↓

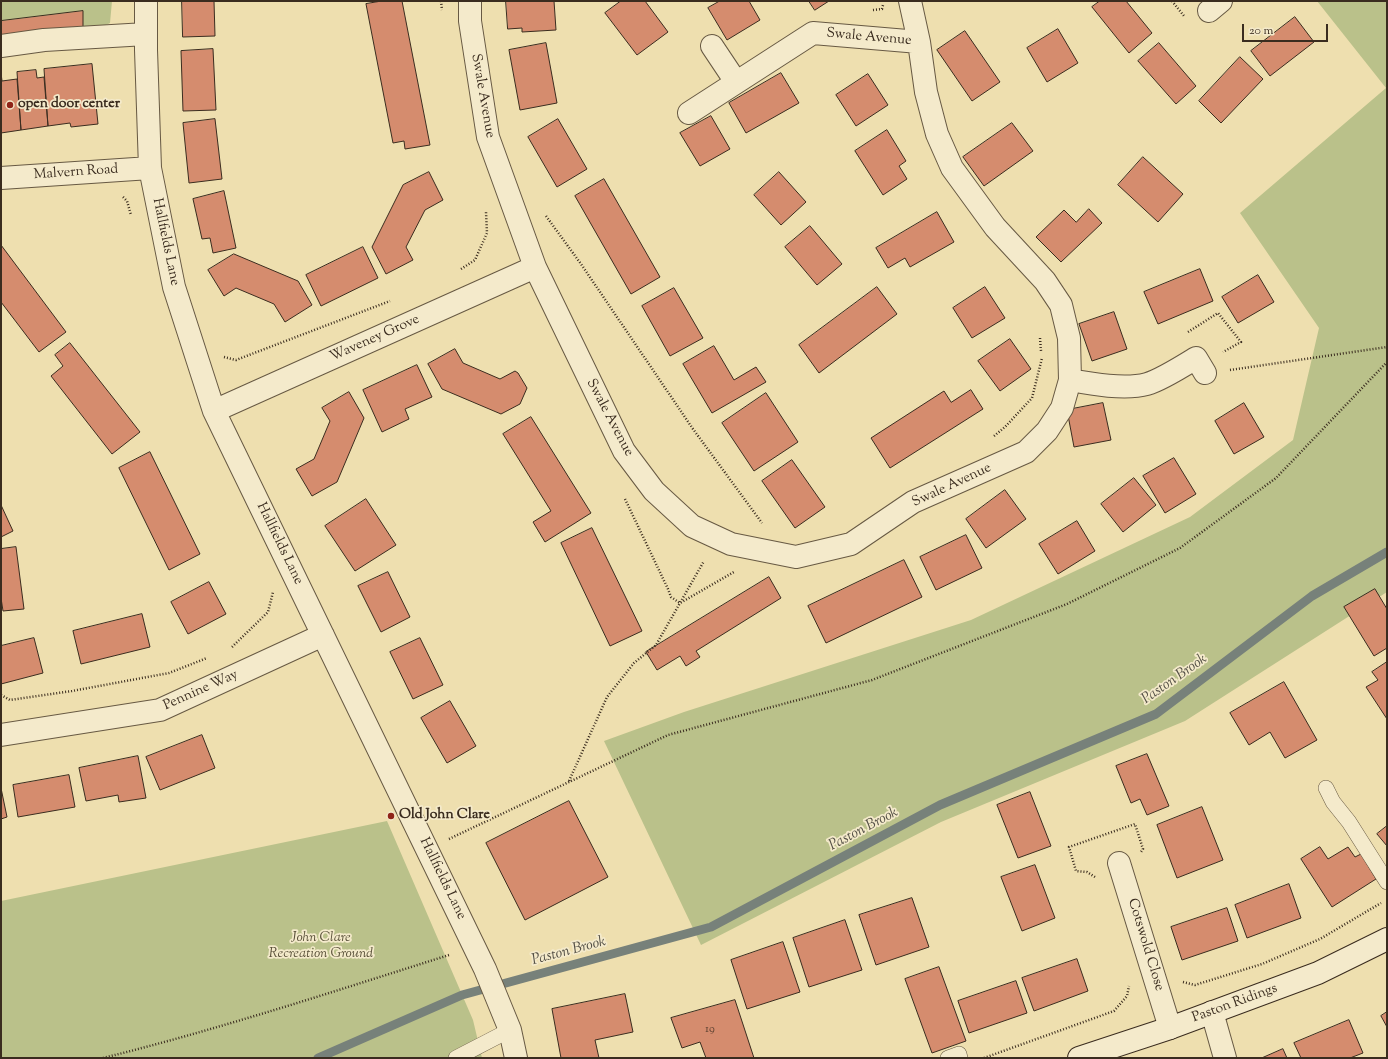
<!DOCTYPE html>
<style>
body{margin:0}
#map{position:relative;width:1388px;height:1059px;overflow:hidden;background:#eedfaf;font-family:"Sorts Mill Goudy",serif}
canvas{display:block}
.frame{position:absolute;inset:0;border:2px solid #3a2c1f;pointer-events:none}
.scale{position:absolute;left:1242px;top:24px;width:86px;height:18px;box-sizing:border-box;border:2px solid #3a2c1f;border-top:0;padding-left:5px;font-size:12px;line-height:14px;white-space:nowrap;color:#3a2c1f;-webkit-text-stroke:3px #f4eacb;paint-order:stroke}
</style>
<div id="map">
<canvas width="1388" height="1059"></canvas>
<div class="frame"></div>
<div class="scale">20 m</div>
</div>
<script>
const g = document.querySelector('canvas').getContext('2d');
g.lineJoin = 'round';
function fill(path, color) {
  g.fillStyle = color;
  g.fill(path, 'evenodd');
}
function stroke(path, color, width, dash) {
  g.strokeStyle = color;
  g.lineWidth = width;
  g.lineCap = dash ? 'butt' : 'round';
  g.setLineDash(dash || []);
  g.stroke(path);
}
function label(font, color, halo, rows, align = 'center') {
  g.font = font + ' "Sorts Mill Goudy",serif';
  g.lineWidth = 3.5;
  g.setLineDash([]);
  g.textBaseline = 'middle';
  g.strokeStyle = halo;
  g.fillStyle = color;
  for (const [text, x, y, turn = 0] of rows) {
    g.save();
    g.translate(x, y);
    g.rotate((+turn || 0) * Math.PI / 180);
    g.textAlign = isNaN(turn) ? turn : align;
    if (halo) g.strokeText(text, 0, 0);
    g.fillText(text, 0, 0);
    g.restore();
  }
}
const green = new Path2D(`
 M 1,1 L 112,1 L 110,23 L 100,28 L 83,29 L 83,11 L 1,21 Z
 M 1317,1 L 1387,1 L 1387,592 L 1185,721 L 941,822 L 701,945 L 604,741 L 684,712 L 971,620 L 1190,517 L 1293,440 L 1319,328 L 1240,213 L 1386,88 Z
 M 387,821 L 473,1020 L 482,1058 L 1,1058 L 1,901 Z`);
const stream = new Path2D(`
 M 318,1058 L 462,995 L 711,927 L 940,805 L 1156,714 L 1312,596 L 1387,552`);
const building = new Path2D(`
 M 182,1 L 214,1 L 215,36 L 183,37 Z
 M 382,1 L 402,1 L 430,145 L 405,149 L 404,141 L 393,143 L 366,4 Z
 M 506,1 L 554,1 L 556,30 L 522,32 L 522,28 L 508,29 Z
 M 621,1 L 645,1 L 668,32 L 637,55 L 605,13 Z
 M 720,1 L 749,1 L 760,20 L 727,40 L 708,8 Z
 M 809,1 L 829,1 L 815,10 Z
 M 1100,1 L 1126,1 L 1152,33 L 1129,53 L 1092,7 Z
 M 83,11 L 83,29 L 1,39 L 1,21 Z
 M 1295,17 L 1314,42 L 1270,76 L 1251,51 Z
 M 1058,29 L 1078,63 L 1047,82 L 1027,48 Z
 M 965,31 L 1000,82 L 972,101 L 937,50 Z
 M 546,43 L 557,103 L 520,110 L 509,50 Z
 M 1159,43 L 1196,86 L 1176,104 L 1138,61 Z
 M 213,49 L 216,110 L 183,111 L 181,51 Z
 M 1240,57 L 1263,79 L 1221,123 L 1199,101 Z
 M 92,64 L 98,124 L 71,127 L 70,123 L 48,126 L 44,69 Z
 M 36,70 L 37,78 L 44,77 L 48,126 L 21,130 L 17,72 Z
 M 1,73 L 2,81 L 17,79 L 21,130 L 1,133 Z
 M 781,73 L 799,103 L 746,133 L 729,103 Z
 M 868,74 L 888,105 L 856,126 L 836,95 Z
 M 711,116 L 730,149 L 700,166 L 680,133 Z
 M 215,119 L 222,179 L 189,183 L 183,123 Z
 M 558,119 L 587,169 L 557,187 L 528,137 Z
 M 1012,123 L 1033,151 L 984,186 L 963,157 Z
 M 887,130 L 906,161 L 899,166 L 907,179 L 883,195 L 855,151 Z
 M 1143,157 L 1183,194 L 1158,222 L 1118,185 Z
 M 429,172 L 443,200 L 425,210 L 406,247 L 413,260 L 386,274 L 372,247 L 403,185 Z
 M 779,172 L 806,202 L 781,225 L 754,195 Z
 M 604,179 L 660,277 L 631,294 L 575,196 Z
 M 224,191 L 236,248 L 213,253 L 210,238 L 202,239 L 193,199 Z
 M 1089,209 L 1102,223 L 1061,262 L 1036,237 L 1064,210 L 1076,222 Z
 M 937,212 L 954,242 L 910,267 L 905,258 L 888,268 L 876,248 Z
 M 810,226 L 842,264 L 817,285 L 785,247 Z
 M 1,245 L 66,332 L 39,352 L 1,302 Z
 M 363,247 L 378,278 L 321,306 L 306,275 Z
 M 234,254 L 298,281 L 312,305 L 285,322 L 274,304 L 236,288 L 224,296 L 208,270 Z
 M 1200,269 L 1213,301 L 1158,324 L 1144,292 Z
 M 1258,275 L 1274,302 L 1238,323 L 1222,297 Z
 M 877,287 L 897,314 L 819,373 L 799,345 Z
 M 985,287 L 1005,318 L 972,338 L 953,308 Z
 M 674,288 L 703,338 L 670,356 L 642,306 Z
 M 1114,312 L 1127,349 L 1092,361 L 1079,324 Z
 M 1010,339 L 1031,369 L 1000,391 L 978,361 Z
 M 70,343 L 140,432 L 112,454 L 51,376 L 63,366 L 55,355 Z
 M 714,346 L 734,380 L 756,367 L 766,382 L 712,413 L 683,364 Z
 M 455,349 L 463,363 L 500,379 L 515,371 L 518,373 L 527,388 L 520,404 L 501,414 L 442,389 L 428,364 Z
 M 417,365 L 432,397 L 405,409 L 409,419 L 382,432 L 363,390 Z
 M 971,390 L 983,409 L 890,468 L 871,438 L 944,391 L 951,402 Z
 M 349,392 L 364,418 L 337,482 L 312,496 L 296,469 L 314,459 L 330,421 L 322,408 Z
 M 766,393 L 798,442 L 754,471 L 722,423 Z
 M 1103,403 L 1111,440 L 1074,447 L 1067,410 Z
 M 1244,403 L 1264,437 L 1234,454 L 1215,421 Z
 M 531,417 L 591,513 L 545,542 L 533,522 L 551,511 L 503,434 Z
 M 150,452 L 200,554 L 169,570 L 119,468 Z
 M 1174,458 L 1196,494 L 1165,513 L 1143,476 Z
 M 792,460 L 825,507 L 795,528 L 762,481 Z
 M 1134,478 L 1156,505 L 1123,532 L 1101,504 Z
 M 1005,490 L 1026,519 L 986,548 L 966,519 Z
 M 366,499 L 396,545 L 355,571 L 325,526 Z
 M 1,505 L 13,531 L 1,537 Z
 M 1077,521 L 1095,551 L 1058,574 L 1039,544 Z
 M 592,528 L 642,631 L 610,646 L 561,543 Z
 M 966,535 L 982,568 L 936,590 L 920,557 Z
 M 16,547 L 24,609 L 3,611 L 1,598 L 1,549 Z
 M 904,560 L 922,597 L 826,643 L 808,606 Z
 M 388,572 L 410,617 L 381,632 L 358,586 Z
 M 769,577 L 781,598 L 696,651 L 700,657 L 686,666 L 680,656 L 657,670 L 646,652 Z
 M 209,582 L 226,614 L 188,634 L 171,602 Z
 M 1375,589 L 1387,609 L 1387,648 L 1374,656 L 1344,607 Z
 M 142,614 L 150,647 L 81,664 L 73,631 Z
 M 34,638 L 43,673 L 1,684 L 1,646 Z
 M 420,638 L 443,685 L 413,699 L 390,652 Z
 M 1387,662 L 1387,719 L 1366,687 L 1378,680 L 1372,672 Z
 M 1284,682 L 1317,740 L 1285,758 L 1270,732 L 1249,745 L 1230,713 Z
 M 450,701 L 476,746 L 447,763 L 421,718 Z
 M 202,735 L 215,768 L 160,790 L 146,757 Z
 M 1147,754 L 1169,806 L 1147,815 L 1140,799 L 1131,803 L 1116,766 Z
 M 138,756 L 146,798 L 119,802 L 118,795 L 86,801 L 79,768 Z
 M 69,775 L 75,807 L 18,817 L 13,785 Z
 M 1,788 L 7,817 L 1,819 Z
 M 1030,792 L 1051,846 L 1018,858 L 997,805 Z
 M 569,801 L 608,877 L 525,920 L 486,843 Z
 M 1202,807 L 1223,860 L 1177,878 L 1157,825 Z
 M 1387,826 L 1387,846 L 1377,834 Z
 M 1320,847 L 1328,859 L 1348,847 L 1355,857 L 1361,854 L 1376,879 L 1332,907 L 1301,859 Z
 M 1035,865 L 1055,918 L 1022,931 L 1001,877 Z
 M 1289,884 L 1301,918 L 1247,938 L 1235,905 Z
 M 912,898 L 929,947 L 876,965 L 859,915 Z
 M 1227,908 L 1238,941 L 1182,960 L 1171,927 Z
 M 845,920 L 862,970 L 809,987 L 793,938 Z
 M 783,942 L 800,992 L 747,1009 L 731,960 Z
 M 1077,959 L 1088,991 L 1034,1011 L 1022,978 Z
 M 939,967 L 966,1041 L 932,1053 L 905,979 Z
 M 1016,981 L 1027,1013 L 969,1033 L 958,1001 Z
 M 625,994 L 633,1032 L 595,1040 L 599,1058 L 561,1058 L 552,1009 Z
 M 735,1000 L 754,1058 L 706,1058 L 700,1042 L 682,1048 L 671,1018 Z
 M 1387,1012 L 1387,1027 L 1381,1016 Z
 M 1349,1020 L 1363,1053 L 1350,1058 L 1301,1058 L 1294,1043 Z
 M 1283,1049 L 1287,1058 L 1262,1058 Z`);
const path = new Path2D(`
 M 441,1 L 442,10
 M 1172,1 L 1184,16
 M 873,10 L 882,9 L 883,5
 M 123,197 L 127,201 L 131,215
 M 546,216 L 581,264 L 693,429 L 762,523
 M 461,269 L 475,260 L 487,233 L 486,212
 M 1188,332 L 1218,313 L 1241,342 L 1223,352
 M 1040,338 L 1041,351
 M 224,357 L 236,360 L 390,301
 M 1230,370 L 1387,347
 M 994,436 L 1005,427 L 1032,398 L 1042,358
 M 625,499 L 668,589 L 671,597 L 680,603 L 734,572
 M 232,647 L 268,612 L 273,592
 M 1,695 L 10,700 L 72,691 L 169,673 L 207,658
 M 569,781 L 607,697 L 634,663 L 656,645 L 704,561
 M 449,839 L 668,735 L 872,680 L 1067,604 L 1180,548 L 1276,478 L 1387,362
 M 1095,877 L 1087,872 L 1076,871 L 1069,847 L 1135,824 L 1143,849 L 1141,852
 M 1183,982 L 1195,985 L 1262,964 L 1320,939 L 1381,903
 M 103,1058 C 220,1029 335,991 449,955
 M 984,1058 L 1114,1011 L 1127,996 L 1129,986`);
const lane = new Path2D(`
 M 1326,788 L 1333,802 L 1349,822 L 1387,882
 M 456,1058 L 510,1030
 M 948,1058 L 959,1054 L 960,1058`);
const street = new Path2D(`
 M 146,1 L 146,50 L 150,168 L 174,287 L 214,411 L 485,969 L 510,1030 L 516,1058
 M 470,1 L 470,21 L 488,137 L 535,267 L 624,451 L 654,491 L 692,526 L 731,544 L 796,557 L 851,544 L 913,502 L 1026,452 L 1047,431 L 1062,408 L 1070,380 L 1069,338 L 1061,305 L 1045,281 L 995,227 L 952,168 L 937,134 L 926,92 L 919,42 L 910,1
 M 1209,11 L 1221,1
 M 1,46 L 44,40 L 146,34
 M 712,46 L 736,82
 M 689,113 L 813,33 L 919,42
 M 1,178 L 150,168
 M 1070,380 C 1092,384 1125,390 1147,384 C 1161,380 1183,366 1196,358 L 1205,373
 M 214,411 L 535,267
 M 1,735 L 160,710 L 323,635
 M 1119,863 L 1170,1028
 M 1212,1012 L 1225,1058`);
const secondary = new Path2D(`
 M 1079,1058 L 1170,1028 L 1318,973 L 1387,939`);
const markers = [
 [10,105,4,"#8f2418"],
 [391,816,4,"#8f2418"]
];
const numberNames = [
 ["19",710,1030]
];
const streetNames = [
 ["Swale Avenue",869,38,5],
 ["Swale Avenue",482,96,80],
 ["Malvern Road",76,173,-4],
 ["Hallfields Lane",165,242,78],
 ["Waveney Grove",375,339,-24],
 ["Swale Avenue",609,418,62],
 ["Swale Avenue",952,486,-25],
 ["Hallfields Lane",279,544,64],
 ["Pennine Way",201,691,-24],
 ["Hallfields Lane",442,879,64],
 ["Cotswold Close",1145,945,73],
 ["Paston Ridings",1235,1004,-20]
];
const poiNames = [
 ["open door center",18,105],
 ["Old John Clare",399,816]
];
const parkNames = [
 ["John Clare",321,939],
 ["Recreation Ground",321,955]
];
const waterNames = [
 ["Paston Brook",1175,680,-35],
 ["Paston Brook",864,830,-28],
 ["Paston Brook",569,952,-15]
];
fill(green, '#bac18a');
stroke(stream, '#77817a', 9);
fill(building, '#d58c6e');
stroke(building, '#3a2c1f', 1);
stroke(lane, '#675943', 16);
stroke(street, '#675943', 24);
stroke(secondary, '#3a2c1f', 24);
stroke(path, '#3a2c1f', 2.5, [1, 2]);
stroke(lane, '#f4eacb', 15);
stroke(street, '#f4eacb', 22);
stroke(secondary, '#f4eacb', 22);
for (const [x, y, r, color] of markers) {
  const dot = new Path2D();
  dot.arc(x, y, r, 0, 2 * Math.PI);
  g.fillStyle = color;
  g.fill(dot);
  stroke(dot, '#f4eacb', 1.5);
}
label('12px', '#614433', null, numberNames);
label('14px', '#3a2c1f', '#f4eacb', streetNames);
label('bold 14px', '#3a2c1f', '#f4eacb', poiNames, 'left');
label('italic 14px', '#5a513a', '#f4eacb', parkNames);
label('italic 15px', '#534f45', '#f4eacb', waterNames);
</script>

↑

* [What you need to do]: Out of the records above, pull the lines that include the word "align".

* [Task result]:
function label(font, color, halo, rows, align = 'center') {
    g.textAlign = isNaN(turn) ? turn : align;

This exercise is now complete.